**ASSIGNMENT:** Starting at the first line of the entries below, please return exactly each line up to and including the one with "0 #4a1f2b) drop-shadow(-2px"; pictures stay out.

++++ DATASET RECORDS ++++

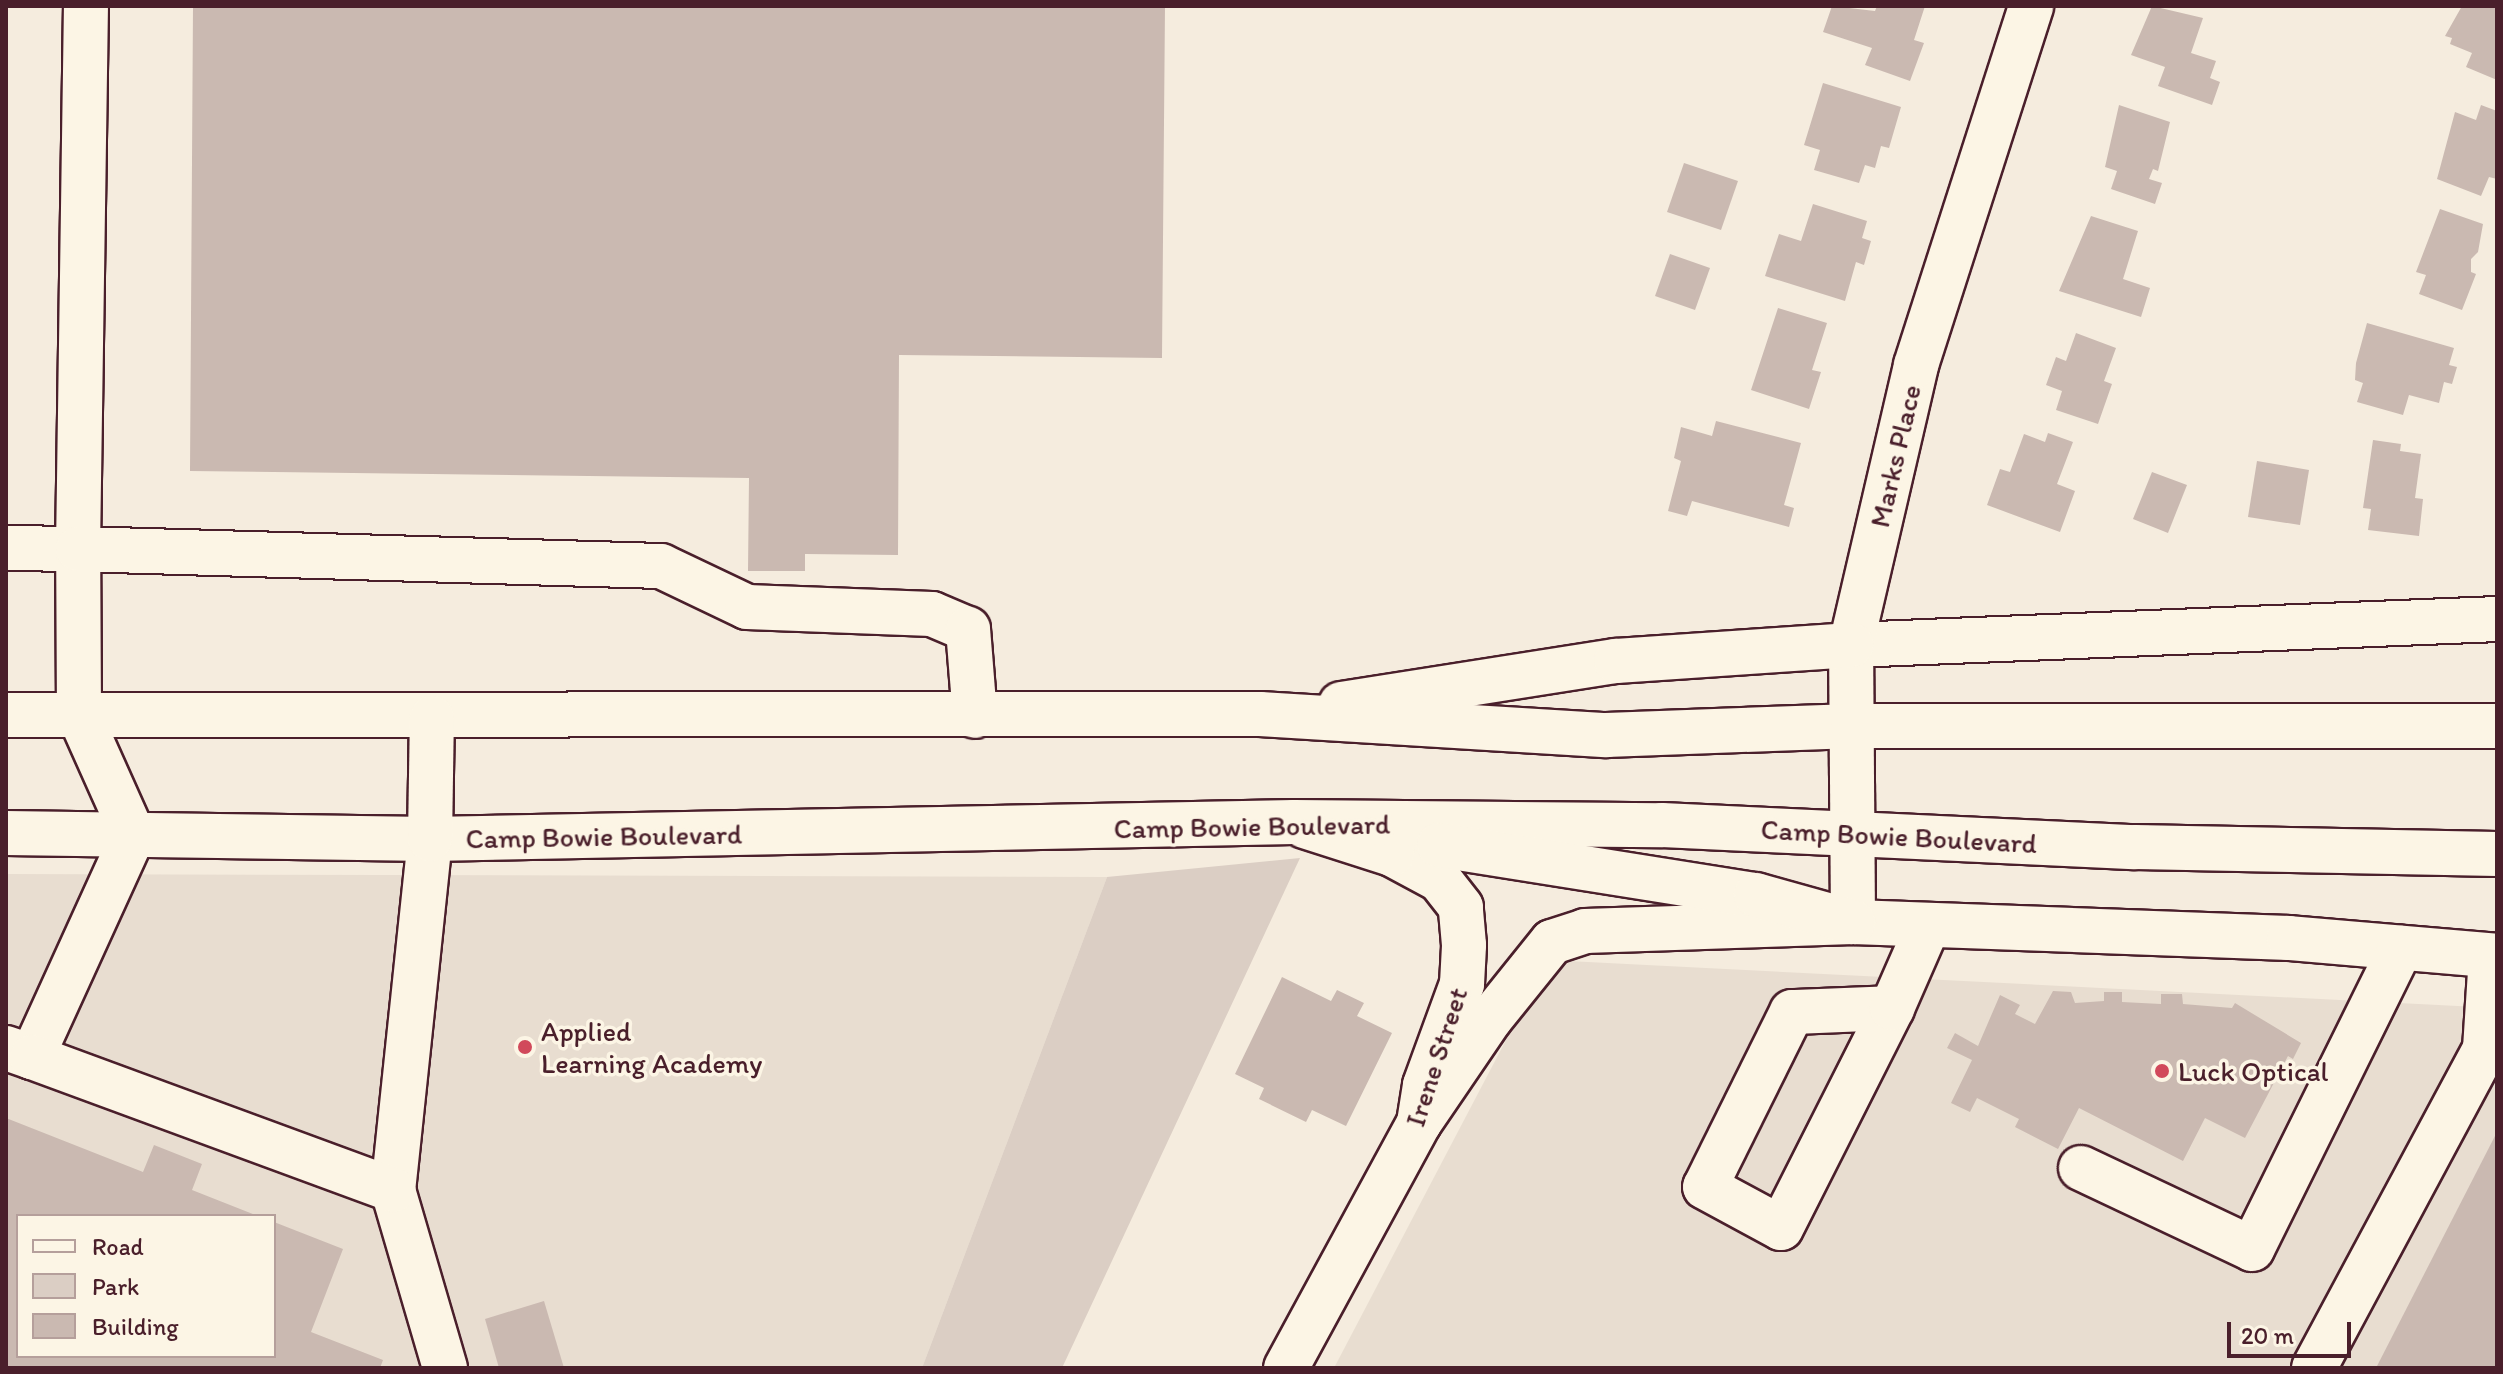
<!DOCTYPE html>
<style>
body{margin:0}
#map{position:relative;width:2503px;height:1374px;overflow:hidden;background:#f5ecde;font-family:Itim,sans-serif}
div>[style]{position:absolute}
.built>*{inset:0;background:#e8ddd0}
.green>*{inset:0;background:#dbcec4}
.building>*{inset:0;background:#cab9b1}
.roads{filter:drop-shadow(2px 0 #4a1f2b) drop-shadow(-2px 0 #4a1f2b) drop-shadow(0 2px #4a1f2b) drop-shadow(0 -2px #4a1f2b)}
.minor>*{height:44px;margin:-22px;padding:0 22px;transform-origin:22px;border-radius:22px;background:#fcf5e5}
.major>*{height:44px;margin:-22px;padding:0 22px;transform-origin:22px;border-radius:22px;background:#fcf5e5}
.dots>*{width:22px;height:22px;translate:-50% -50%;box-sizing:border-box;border:4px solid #fcf5e5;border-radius:50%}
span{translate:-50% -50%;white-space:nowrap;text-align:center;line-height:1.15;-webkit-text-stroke:7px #fcf5e5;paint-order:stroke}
.street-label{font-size:28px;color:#4a1f2b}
.poi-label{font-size:28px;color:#4a1f2b}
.left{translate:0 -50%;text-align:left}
.frame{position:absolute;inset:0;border:8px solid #4a1f2b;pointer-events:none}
.legend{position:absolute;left:16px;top:1214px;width:260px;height:144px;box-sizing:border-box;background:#fcf5e5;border:2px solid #b59f9b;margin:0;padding:10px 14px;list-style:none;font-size:24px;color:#4a1f2b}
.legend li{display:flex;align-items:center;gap:16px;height:40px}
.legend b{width:40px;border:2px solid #b59f9b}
.scale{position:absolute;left:2227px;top:1322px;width:124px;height:36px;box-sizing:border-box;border:4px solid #4a1f2b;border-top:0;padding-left:10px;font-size:24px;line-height:28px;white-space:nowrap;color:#4a1f2b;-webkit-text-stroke:6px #fcf5e5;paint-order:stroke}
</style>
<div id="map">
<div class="built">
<i style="clip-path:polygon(evenodd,6px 874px,1107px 877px,922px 1368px,6px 1368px,6px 874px,18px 1216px,274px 1216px,274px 1356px,18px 1356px,18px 1216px)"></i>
<i style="clip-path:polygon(1548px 960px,2497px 1008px,2497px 1368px,1334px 1368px)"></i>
</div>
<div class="green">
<i style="clip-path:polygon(1300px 858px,1062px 1368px,922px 1368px,1107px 877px)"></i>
</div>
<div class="building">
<i style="clip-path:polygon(193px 6px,1165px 6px,1162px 358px,899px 355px,898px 555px,805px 554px,805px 571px,748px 571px,749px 478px,190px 471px)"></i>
<i style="clip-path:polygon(1832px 6px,1875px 11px,1877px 6px,1925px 6px,1914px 40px,1924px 43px,1910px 81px,1865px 65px,1872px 48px,1823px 32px)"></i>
<i style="clip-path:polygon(2152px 6px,2203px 18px,2191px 53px,2216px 61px,2210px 78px,2220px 82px,2212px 105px,2158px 86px,2165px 67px,2131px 55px)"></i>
<i style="clip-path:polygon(2462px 6px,2497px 6px,2497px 80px,2466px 67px,2472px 53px,2450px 44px,2452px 38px,2445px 36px)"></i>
<i style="clip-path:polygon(1823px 83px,1901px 107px,1889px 148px,1881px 146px,1875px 168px,1865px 165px,1859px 183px,1814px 170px,1820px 150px,1804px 145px)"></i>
<i style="clip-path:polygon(2119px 105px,2170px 122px,2158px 171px,2153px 169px,2149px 179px,2162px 183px,2155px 204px,2111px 189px,2117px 171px,2105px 167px)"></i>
<i style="clip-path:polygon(2481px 105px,2497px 111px,2497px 179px,2489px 177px,2481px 196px,2437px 179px,2455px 112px,2476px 120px)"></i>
<i style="clip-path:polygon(1684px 163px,1738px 181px,1721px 230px,1667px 212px)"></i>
<i style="clip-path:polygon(1813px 204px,1867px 221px,1862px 238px,1871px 241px,1864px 265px,1856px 262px,1845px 301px,1765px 276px,1779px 234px,1801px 241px)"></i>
<i style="clip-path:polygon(2440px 209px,2483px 224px,2478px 252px,2471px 259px,2471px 272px,2476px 274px,2462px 310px,2419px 294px,2426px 275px,2416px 272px)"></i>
<i style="clip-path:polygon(2091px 216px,2138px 231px,2123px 279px,2150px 288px,2141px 317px,2059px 291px)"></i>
<i style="clip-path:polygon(1670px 254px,1710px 268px,1695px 310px,1655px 296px)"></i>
<i style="clip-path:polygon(1778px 308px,1827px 323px,1812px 370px,1821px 372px,1809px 409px,1751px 390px)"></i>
<i style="clip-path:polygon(2367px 323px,2454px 348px,2449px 365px,2457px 367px,2452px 384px,2444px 382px,2439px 403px,2409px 395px,2403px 415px,2357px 402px,2363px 383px,2355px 380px,2356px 363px)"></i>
<i style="clip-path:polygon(2076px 333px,2116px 348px,2104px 381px,2112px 384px,2098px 424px,2056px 410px,2062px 391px,2046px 385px,2056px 357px,2066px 361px)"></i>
<i style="clip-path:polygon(1716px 421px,1801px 443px,1784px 505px,1794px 508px,1789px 527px,1692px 501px,1687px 516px,1668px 511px,1681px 461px,1674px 458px,1681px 427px,1712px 436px)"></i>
<i style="clip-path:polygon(2048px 433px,2073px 442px,2057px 484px,2075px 491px,2060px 532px,1987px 505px,2000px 469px,2010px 472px,2024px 434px,2045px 442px)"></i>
<i style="clip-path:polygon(2373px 440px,2401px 444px,2400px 451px,2421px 454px,2415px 498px,2423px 499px,2419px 536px,2368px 530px,2371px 509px,2363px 508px)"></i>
<i style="clip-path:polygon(2257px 461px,2309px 470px,2300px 525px,2248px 517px)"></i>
<i style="clip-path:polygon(2152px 472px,2187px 485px,2168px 533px,2133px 519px)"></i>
<i style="clip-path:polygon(1282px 977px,1331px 1001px,1337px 990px,1364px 1003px,1357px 1016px,1392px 1033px,1346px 1126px,1312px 1110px,1306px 1122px,1259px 1099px,1264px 1088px,1235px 1074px)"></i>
<i style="clip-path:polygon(2053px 991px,2071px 992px,2075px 1003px,2104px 1001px,2104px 992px,2122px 992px,2122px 1002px,2161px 1004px,2161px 994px,2182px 994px,2183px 1004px,2232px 1008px,2235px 1003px,2301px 1043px,2293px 1059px,2288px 1056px,2245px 1138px,2205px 1118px,2183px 1161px,2079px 1108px,2058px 1149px,2015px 1127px,2019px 1119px,1977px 1098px,1970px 1112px,1951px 1103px,1972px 1060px,1947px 1048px,1955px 1033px,1978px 1046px,2000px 995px,2020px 1005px,2015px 1014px,2035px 1024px)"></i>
<i style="clip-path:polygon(6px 1118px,143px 1172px,154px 1145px,202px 1164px,192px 1190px,258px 1216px,18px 1216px,18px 1356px,274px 1356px,274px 1222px,343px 1249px,311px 1332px,383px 1360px,380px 1368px,6px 1368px)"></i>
<i style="clip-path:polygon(2497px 1132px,2497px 1368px,2376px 1368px)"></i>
<i style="clip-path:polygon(544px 1301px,564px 1368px,499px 1368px,485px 1319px)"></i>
</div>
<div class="roads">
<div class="minor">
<i style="left:6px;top:548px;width:72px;rotate:0.8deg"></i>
<i style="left:78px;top:549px;width:543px;rotate:-89.16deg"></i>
<i style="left:1851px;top:645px;width:647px;rotate:-2.3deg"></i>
<i style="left:79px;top:714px;width:165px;rotate:-90.3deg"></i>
<i style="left:78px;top:549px;width:583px;rotate:1.67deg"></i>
<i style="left:661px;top:566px;width:95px;rotate:25.5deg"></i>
<i style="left:747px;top:607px;width:185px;rotate:2.2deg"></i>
<i style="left:932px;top:614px;width:39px;rotate:23deg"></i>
<i style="left:968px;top:629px;width:87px;rotate:85.4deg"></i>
<i style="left:430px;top:839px;width:353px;rotate:96deg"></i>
<i style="left:393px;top:1190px;width:185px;rotate:73.7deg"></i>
<i style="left:1853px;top:922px;width:277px;rotate:-90.4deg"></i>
<i style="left:1851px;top:645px;width:287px;rotate:-76.9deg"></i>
<i style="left:1916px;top:365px;width:377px;rotate:-72.2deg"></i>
<i style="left:1892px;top:1008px;width:100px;rotate:177.7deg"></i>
<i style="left:1792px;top:1012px;width:195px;rotate:116.4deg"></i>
<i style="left:1705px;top:1187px;width:86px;rotate:28.3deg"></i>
<i style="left:1781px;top:1228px;width:246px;rotate:-63.2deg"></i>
<i style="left:1892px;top:1008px;width:87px;rotate:-66.4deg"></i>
<i style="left:6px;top:1048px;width:28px;rotate:19deg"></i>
<i style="left:32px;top:1057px;width:244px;rotate:-65.5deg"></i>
<i style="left:32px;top:1057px;width:385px;rotate:20.2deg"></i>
<i style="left:1419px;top:1123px;width:126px;rotate:-55.7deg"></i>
<i style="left:1490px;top:1019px;width:99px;rotate:-51.2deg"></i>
<i style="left:1552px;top:942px;width:35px;rotate:-18deg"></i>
<i style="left:1585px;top:931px;width:268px;rotate:-1.9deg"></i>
<i style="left:1853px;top:922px;width:436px;rotate:2.1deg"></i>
<i style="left:2289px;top:938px;width:209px;rotate:4.9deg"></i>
<i style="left:2081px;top:1168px;width:189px;rotate:25.3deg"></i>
<i style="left:2252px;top:1249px;width:336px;rotate:-63.7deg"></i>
<i style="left:1286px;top:1368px;width:279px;rotate:-61.5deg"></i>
<i style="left:1419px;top:1123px;width:38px;rotate:-81deg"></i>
<i style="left:1425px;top:1085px;width:108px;rotate:-69.9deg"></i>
<i style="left:1462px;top:984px;width:39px;rotate:-87deg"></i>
<i style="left:1464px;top:945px;width:38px;rotate:-95deg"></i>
<i style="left:1461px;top:907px;width:34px;rotate:-128deg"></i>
<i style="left:1440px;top:880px;width:55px;rotate:-151.6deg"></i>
<i style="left:1392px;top:854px;width:92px;rotate:-162.3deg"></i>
<i style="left:2314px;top:1368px;width:362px;rotate:-61.8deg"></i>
<i style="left:2485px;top:1049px;width:93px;rotate:-86.3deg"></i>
</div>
<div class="major">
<i style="left:1341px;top:704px;width:278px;rotate:-8.9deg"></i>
<i style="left:1616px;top:661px;width:236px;rotate:-3.9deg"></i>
<i style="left:79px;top:714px;width:133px;rotate:65.9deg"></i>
<i style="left:6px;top:715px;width:1254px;rotate:-0.05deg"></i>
<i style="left:1260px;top:714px;width:347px;rotate:3.5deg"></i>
<i style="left:1606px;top:735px;width:247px;rotate:-2.1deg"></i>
<i style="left:1853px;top:726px;width:644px"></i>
<i style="left:6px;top:833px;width:424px;rotate:0.8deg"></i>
<i style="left:430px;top:839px;width:864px;rotate:-1.13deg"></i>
<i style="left:1294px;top:822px;width:368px;rotate:0.5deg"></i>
<i style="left:1662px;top:825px;width:473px;rotate:2.7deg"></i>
<i style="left:2134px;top:847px;width:363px;rotate:1.1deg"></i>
<i style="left:430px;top:839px;width:121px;rotate:-89.1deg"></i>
<i style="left:1439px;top:845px;width:321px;rotate:9deg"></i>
<i style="left:1756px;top:895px;width:101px;rotate:15.6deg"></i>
</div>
</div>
<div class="dots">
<i style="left:525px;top:1047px;background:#d1495b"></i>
<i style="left:2162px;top:1071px;background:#d1495b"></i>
</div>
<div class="street-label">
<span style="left:1895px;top:456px;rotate:-77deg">Marks Place</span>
<span style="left:1252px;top:826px;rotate:-1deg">Camp Bowie Boulevard</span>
<span style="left:604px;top:836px;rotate:-1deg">Camp Bowie Boulevard</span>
<span style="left:1899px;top:836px;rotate:3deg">Camp Bowie Boulevard</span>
<span style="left:1436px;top:1057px;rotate:-72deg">Irene Street</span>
</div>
<div class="poi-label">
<span class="left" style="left:541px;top:1047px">Applied<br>Learning Academy</span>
<span class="left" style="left:2178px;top:1071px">Luck Optical</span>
</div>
<div class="frame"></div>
<ul class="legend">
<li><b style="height:10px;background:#fcf5e5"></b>Road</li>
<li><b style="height:22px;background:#dbcec4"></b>Park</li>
<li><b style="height:22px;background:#cab9b1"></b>Building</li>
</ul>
<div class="scale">20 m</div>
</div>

++++

**RESPONSE BELOW:**
<!DOCTYPE html>
<style>
body{margin:0}
#map{position:relative;width:2503px;height:1374px;overflow:hidden;background:#f5ecde;font-family:Itim,sans-serif}
div>[style]{position:absolute}
.built>*{inset:0;background:#e8ddd0}
.green>*{inset:0;background:#dbcec4}
.building>*{inset:0;background:#cab9b1}
.roads{filter:drop-shadow(2px 0 #4a1f2b) drop-shadow(-2px 0 #4a1f2b) drop-shadow(0 2px #4a1f2b) drop-shadow(0 -2px #4a1f2b)}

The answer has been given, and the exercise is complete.